What if Christ Had Not Been Born?

        How did December 25 gain its Christian emphasis?  Evidently, sometime during the early fourth century, Christians began searching for the proper day to celebrate Christ's birth. Some churches had been celebrating Jesus' birth on January 6, others April 20, May 20, March 29, and September 29.  Finally so much confusion reigned that Saint Cyril, bishop of Jerusalem, about the middle of the fourth century, inquired of the Roman bishop, Julius, regarding the correct date.

        Julius wrote Cyril and reported that he personally favored December 25.  Obviously refusing to accept this date as valid, Cyril and the Jerusalem church continued celebrating the event for many years on January 6.

        In A.D. 354, two years following the end of Saint Julius' reign, the new Roman Bishop, Liberius, ordered all his people to celebrate December 25 as the correct day of Christ's birth.  With the passage of time this date became the more popular and was soon adopted by most of Christendom.

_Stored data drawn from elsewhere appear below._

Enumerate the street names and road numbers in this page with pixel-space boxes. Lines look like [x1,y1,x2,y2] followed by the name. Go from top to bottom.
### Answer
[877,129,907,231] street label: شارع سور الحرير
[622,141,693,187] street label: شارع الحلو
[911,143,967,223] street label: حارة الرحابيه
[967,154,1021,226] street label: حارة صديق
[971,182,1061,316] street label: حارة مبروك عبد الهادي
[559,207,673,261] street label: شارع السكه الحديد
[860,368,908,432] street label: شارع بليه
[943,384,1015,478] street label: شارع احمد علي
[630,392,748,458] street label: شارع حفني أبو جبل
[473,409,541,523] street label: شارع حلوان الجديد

        This information is interesting, but I often wondered what it would be like had Christ not taken human form as a child, born of a woman. It might go something like this story.

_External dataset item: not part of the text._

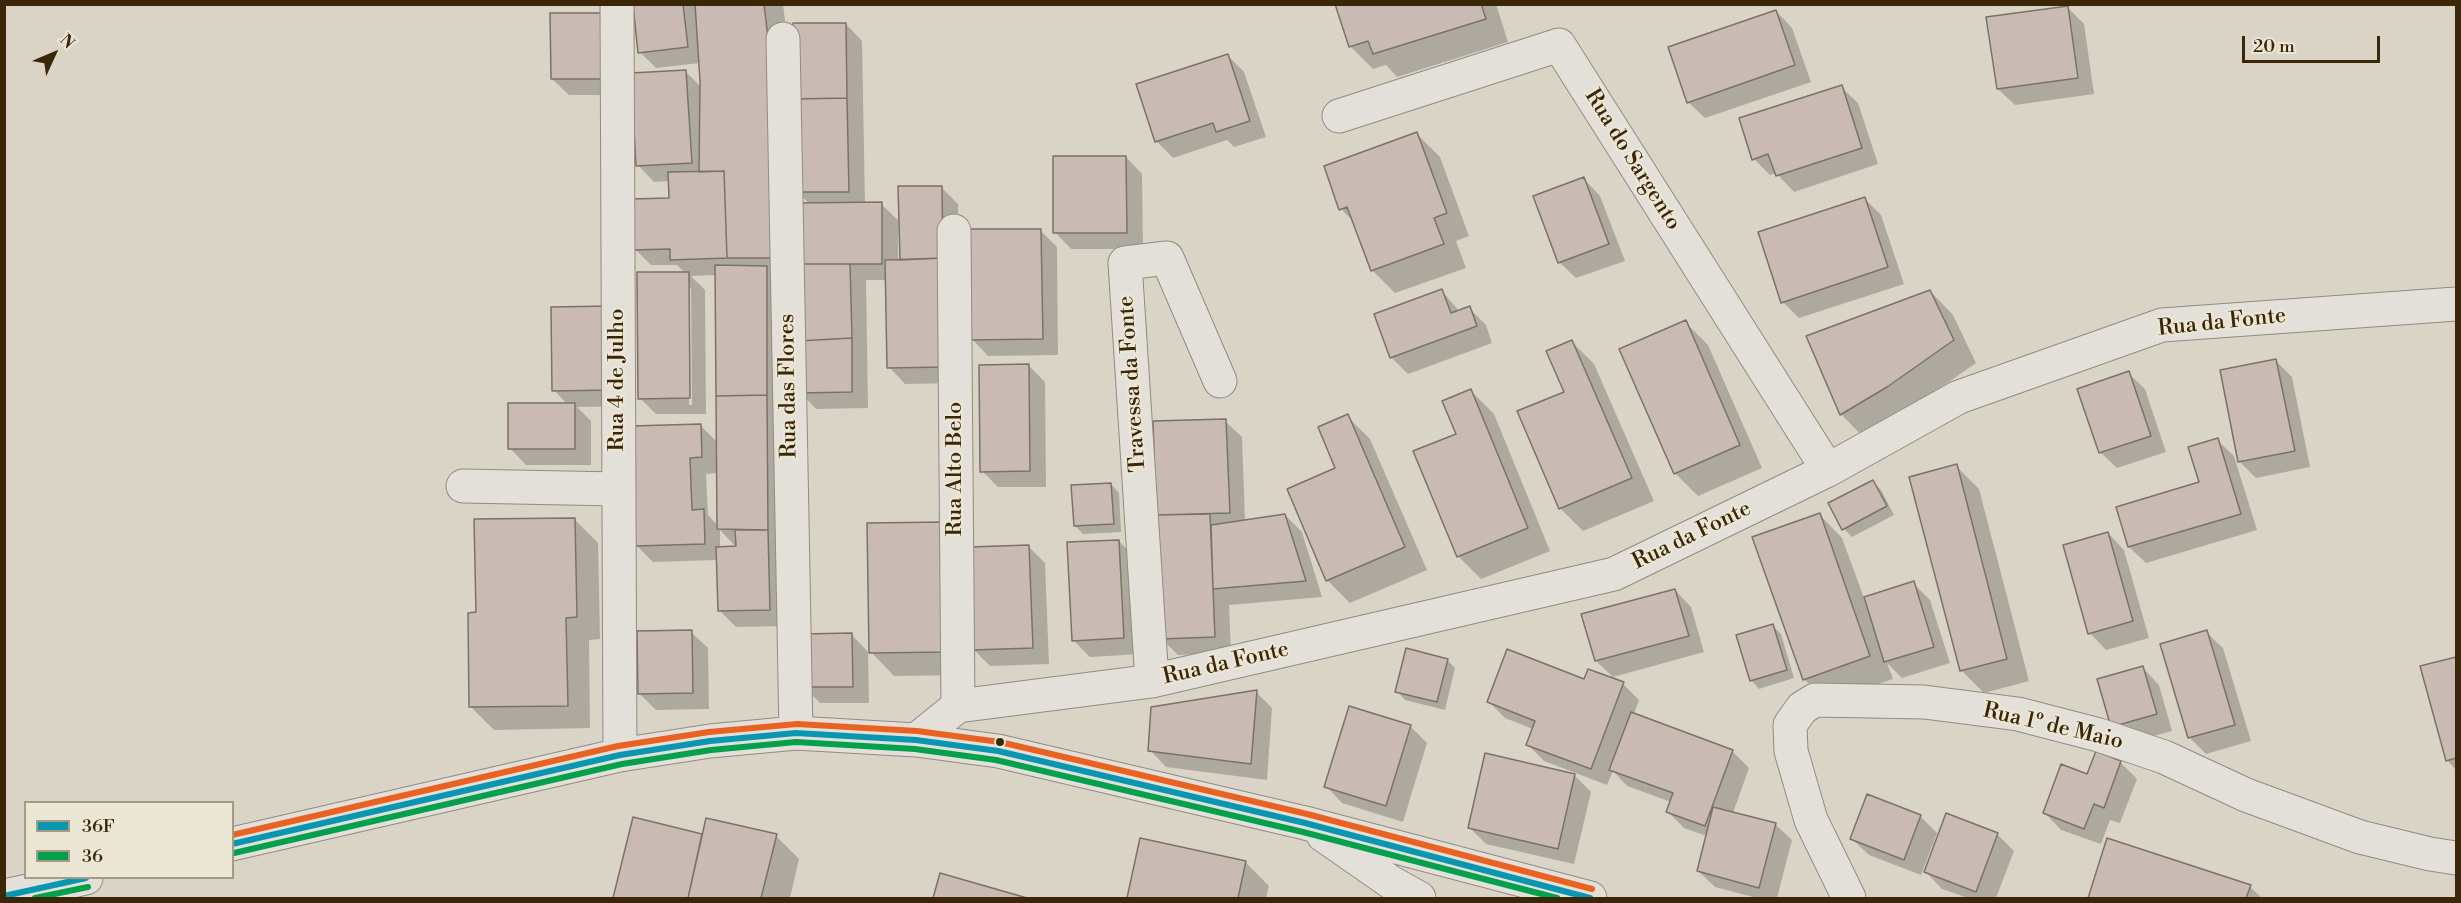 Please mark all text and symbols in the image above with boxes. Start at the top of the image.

        A striking Christmas card was once published with the title "If Christ Had Not Come".  It was founded upon our Savior's words "If I had not come."  The card represented a pastor's falling into a short sleep in his study on Christmas morning and dreaming of a world into which Jesus had never come.

        In his dream he found himself looking through his home, but there were no little stockings in the chimney corner, no Christmas bells or wreaths of holly, and no Christ to comfort, gladden and save.  He walked out to the street, but there was no church with its spire pointing to Heaven.  He came back and sat down in his library, but every book about the Savior had disappeared.

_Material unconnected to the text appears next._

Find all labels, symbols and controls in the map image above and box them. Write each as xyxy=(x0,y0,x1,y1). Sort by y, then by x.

        The doorbell rang and a messenger asked the preacher to visit his poor, dying mother.  He hastened with the weeping child and as he reached the home he sat down and said, "I have something here that will comfort you."   He opened his Bible to look for a familiar promise, but it ended with Malachi.  There was no Gospel and no promise of hope and salvation, and he could only bow his head and weep with her in bitter despair.

        Two days later he stood beside her coffin and conducted the funeral service. There was no message of consolation, no hope of heaven.

        Let us all remember this Christmas that God took a giant leap down to come be our Savior.  God is so gracious and loving to so, so that we can be to others what God is to us; hope in a broken world.  Have a blessed Christmas Season.